[Collected data entries]
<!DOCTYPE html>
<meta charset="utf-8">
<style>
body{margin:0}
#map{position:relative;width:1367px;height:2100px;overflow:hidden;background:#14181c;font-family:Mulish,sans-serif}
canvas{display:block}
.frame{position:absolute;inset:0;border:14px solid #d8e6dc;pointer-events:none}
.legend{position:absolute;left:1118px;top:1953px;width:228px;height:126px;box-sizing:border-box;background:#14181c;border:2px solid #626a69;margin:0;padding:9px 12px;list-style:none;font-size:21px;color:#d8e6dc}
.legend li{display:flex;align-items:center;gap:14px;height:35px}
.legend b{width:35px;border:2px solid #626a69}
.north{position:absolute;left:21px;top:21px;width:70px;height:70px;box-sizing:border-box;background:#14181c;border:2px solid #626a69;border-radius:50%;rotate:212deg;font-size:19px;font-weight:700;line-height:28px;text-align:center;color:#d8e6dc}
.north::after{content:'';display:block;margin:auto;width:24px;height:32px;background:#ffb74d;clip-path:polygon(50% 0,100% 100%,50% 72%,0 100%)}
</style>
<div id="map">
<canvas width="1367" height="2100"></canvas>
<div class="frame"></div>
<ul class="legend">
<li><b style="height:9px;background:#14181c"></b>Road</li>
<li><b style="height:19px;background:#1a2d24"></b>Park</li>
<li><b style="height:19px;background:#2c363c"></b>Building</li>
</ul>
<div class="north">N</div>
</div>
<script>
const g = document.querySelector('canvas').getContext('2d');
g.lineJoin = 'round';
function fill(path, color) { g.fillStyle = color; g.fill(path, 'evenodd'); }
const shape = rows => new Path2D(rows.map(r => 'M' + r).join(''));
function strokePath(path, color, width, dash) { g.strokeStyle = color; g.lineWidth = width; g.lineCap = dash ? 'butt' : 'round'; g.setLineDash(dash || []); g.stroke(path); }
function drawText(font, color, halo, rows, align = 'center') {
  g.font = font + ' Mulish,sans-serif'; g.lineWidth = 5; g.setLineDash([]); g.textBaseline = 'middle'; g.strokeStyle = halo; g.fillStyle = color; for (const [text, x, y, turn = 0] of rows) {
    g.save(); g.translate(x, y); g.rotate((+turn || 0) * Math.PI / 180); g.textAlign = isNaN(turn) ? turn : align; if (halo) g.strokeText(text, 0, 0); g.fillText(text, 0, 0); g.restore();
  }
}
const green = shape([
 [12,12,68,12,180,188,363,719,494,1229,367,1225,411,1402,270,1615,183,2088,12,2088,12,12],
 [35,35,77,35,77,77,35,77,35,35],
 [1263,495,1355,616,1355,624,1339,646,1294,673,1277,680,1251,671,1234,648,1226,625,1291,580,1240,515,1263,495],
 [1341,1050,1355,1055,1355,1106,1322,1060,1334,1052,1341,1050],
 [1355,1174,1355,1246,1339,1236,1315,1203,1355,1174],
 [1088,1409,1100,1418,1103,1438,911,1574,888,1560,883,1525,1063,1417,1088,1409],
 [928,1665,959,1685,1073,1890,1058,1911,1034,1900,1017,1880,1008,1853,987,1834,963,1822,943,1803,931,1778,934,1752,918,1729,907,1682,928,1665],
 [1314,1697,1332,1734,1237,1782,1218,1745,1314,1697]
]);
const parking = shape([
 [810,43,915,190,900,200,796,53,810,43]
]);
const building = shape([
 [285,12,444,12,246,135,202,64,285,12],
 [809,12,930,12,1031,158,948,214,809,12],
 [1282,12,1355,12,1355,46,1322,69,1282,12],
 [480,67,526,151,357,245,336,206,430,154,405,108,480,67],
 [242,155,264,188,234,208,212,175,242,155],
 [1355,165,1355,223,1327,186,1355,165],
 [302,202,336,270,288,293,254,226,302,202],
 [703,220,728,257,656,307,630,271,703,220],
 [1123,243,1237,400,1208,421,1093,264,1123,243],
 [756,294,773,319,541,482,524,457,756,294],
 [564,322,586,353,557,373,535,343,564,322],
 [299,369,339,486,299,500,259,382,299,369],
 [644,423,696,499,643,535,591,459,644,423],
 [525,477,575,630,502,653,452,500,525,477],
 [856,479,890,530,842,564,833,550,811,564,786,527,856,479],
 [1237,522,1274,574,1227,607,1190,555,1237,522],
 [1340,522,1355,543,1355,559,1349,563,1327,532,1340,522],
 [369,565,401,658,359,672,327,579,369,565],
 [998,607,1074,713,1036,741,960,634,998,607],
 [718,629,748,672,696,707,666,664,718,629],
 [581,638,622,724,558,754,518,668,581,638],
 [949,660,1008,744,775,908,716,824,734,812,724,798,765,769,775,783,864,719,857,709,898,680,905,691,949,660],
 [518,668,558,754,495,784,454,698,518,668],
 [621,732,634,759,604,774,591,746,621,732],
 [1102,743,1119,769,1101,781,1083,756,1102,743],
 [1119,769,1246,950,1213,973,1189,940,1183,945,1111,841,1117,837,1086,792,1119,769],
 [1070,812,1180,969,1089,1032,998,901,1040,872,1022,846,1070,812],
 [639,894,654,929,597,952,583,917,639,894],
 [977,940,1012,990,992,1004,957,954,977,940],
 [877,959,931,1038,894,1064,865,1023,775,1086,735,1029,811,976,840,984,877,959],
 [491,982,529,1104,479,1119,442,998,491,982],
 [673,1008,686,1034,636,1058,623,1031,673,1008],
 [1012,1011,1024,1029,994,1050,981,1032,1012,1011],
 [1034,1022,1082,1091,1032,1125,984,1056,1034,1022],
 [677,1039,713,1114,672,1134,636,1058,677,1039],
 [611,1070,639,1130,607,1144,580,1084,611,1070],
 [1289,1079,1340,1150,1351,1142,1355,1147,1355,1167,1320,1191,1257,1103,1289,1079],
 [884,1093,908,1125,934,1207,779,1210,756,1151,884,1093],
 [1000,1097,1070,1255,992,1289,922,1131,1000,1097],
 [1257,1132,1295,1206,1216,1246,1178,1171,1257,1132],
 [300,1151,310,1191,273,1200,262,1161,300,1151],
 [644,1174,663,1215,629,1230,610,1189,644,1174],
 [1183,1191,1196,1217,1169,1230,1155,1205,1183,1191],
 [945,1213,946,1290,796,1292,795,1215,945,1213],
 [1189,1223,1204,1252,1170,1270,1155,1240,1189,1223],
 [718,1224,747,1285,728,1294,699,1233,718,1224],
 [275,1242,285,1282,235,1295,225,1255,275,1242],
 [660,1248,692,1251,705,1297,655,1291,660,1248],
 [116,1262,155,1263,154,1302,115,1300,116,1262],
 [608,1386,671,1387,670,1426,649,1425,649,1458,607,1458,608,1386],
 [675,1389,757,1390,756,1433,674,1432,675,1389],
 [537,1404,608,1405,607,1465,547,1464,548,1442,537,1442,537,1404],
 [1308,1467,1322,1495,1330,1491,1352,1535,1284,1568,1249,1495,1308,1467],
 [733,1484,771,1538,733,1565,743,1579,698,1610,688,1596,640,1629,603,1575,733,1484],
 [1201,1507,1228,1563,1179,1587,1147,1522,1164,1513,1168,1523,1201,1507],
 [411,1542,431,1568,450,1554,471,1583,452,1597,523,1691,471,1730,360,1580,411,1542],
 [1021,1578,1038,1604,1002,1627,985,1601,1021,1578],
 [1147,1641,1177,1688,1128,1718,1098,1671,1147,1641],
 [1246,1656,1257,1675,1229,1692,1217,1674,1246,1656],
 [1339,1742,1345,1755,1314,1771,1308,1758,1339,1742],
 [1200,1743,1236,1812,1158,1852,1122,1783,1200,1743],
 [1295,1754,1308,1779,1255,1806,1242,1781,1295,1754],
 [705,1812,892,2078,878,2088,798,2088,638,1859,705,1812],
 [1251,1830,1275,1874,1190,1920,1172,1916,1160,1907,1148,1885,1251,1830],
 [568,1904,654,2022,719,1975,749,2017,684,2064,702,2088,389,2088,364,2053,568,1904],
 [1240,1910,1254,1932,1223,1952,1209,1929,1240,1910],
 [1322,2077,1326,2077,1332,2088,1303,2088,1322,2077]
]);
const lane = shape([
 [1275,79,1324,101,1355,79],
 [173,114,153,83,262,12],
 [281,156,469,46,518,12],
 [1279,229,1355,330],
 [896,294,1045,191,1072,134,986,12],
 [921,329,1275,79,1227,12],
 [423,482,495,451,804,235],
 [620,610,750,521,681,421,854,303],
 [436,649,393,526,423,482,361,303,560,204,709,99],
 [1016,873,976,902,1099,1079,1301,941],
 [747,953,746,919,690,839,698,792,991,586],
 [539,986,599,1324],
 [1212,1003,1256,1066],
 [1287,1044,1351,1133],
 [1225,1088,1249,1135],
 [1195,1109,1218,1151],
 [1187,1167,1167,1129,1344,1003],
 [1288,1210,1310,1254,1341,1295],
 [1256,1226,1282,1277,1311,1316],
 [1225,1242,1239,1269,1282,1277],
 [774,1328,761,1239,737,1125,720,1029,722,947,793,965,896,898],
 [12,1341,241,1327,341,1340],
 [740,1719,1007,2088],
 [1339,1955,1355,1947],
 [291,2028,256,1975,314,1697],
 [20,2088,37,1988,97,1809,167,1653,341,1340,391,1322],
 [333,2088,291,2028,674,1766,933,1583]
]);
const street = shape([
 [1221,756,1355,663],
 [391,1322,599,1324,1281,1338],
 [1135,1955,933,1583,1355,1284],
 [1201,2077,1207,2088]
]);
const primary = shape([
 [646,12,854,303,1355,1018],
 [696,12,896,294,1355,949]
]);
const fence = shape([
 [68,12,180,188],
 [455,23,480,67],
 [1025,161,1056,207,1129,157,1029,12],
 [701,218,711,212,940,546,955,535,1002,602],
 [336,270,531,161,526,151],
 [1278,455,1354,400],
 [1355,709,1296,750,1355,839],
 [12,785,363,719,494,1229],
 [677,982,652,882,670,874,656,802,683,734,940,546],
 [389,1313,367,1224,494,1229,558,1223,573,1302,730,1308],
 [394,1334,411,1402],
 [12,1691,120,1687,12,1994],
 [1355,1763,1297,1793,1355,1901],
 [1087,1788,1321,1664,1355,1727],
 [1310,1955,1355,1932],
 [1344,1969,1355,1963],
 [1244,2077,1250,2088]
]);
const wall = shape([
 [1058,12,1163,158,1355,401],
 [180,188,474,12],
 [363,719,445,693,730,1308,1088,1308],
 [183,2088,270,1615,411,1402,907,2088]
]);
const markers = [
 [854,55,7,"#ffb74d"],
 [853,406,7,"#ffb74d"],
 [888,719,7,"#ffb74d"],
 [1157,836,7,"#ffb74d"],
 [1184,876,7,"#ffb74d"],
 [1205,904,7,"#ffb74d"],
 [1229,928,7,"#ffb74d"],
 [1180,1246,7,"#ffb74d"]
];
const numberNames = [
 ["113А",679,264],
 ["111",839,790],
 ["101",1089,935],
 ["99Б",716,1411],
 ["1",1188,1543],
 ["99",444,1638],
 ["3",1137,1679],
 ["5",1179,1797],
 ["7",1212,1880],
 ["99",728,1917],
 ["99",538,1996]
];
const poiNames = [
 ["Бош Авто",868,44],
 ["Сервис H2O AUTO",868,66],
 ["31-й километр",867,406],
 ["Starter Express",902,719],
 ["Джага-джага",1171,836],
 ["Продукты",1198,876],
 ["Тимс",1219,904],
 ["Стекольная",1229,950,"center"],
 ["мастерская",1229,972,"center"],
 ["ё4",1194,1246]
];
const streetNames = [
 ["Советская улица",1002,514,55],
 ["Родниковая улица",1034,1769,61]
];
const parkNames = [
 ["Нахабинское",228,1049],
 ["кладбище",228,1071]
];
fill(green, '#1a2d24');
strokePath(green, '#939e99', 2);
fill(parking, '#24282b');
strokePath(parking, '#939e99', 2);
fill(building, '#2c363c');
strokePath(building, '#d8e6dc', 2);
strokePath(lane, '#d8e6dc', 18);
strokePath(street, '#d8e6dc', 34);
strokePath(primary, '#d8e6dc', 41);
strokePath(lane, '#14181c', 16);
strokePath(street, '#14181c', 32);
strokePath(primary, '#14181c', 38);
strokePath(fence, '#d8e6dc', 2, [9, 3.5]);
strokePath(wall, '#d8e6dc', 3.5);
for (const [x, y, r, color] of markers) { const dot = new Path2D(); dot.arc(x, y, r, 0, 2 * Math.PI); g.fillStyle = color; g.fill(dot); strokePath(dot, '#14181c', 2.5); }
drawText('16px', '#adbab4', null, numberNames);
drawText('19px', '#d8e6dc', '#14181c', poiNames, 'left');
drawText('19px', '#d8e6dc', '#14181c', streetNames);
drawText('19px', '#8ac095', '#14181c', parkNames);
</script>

* [Exercise requirements]: Search the data above for lines holding "rows" and copy each of them.

* [Result below]:
const shape = rows => new Path2D(rows.map(r => 'M' + r).join(''));
function drawText(font, color, halo, rows, align = 'center') {
  g.font = font + ' Mulish,sans-serif'; g.lineWidth = 5; g.setLineDash([]); g.textBaseline = 'middle'; g.strokeStyle = halo; g.fillStyle = color; for (const [text, x, y, turn = 0] of rows) {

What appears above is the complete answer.